> Requirement: Wherever a picture appears, leave it out; set down everything else in the records exactly.

> Task data:
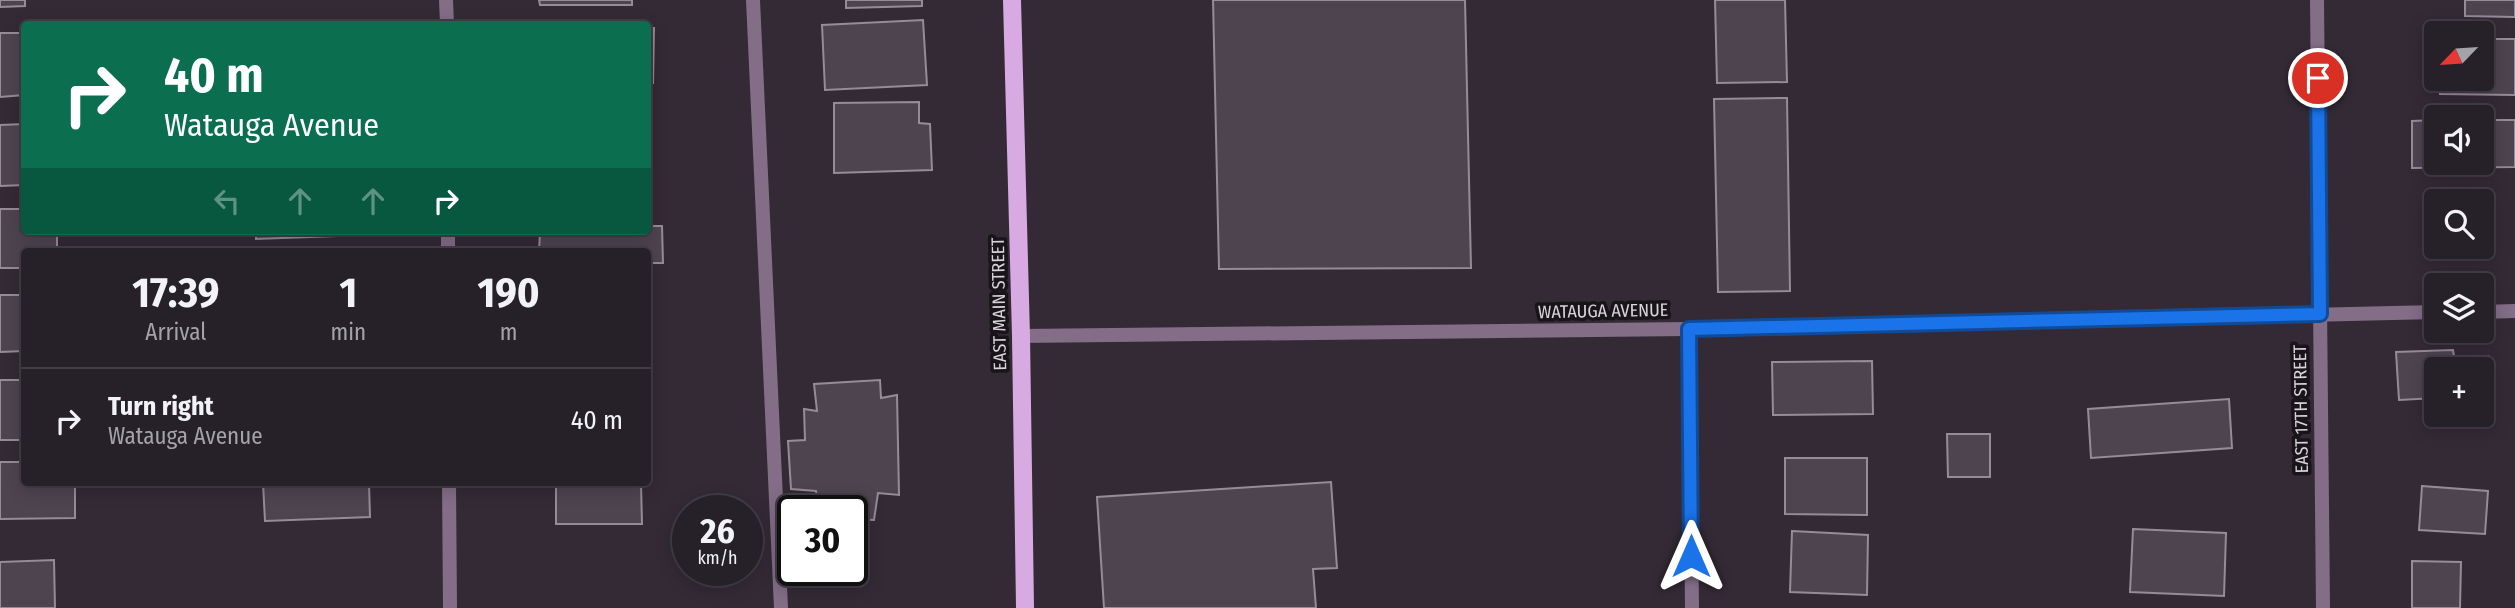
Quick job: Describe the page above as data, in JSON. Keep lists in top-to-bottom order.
{
  "streets": {
    "main road": ["EAST MAIN STREET"],
    "street": ["WATAUGA AVENUE", "EAST 17TH STREET"]
  },
  "crossings": [
    ["EAST MAIN STREET", "WATAUGA AVENUE"],
    ["WATAUGA AVENUE", "EAST 17TH STREET"]
  ],
  "north": "bottom left",
  "page": {
    "map_buttons": "+",
    "turn": ["40 m", "Watauga Avenue"],
    "eta": [
      "17:39",
      "Arrival",
      "1",
      "min",
      "190",
      "m"
    ],
    "list": [
      {
        "name": "Turn right",
        "note": "Watauga Avenue",
        "value": "40 m"
      }
    ],
    "speed": "26 km/h",
    "limit": "30"
  }
}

> Completed task:
Quick job: Describe the page above as data, in JSON. Keep lists in top-to-bottom order.
{
  "streets": {
    "main road": ["EAST MAIN STREET"],
    "street": ["WATAUGA AVENUE", "EAST 17TH STREET"]
  },
  "crossings": [
    ["EAST MAIN STREET", "WATAUGA AVENUE"],
    ["WATAUGA AVENUE", "EAST 17TH STREET"]
  ],
  "north": "bottom left",
  "page": {
    "map_buttons": "+",
    "turn": ["40 m", "Watauga Avenue"],
    "eta": [
      "17:39",
      "Arrival",
      "1",
      "min",
      "190",
      "m"
    ],
    "list": [
      {
        "name": "Turn right",
        "note": "Watauga Avenue",
        "value": "40 m"
      }
    ],
    "speed": "26 km/h",
    "limit": "30"
  }
}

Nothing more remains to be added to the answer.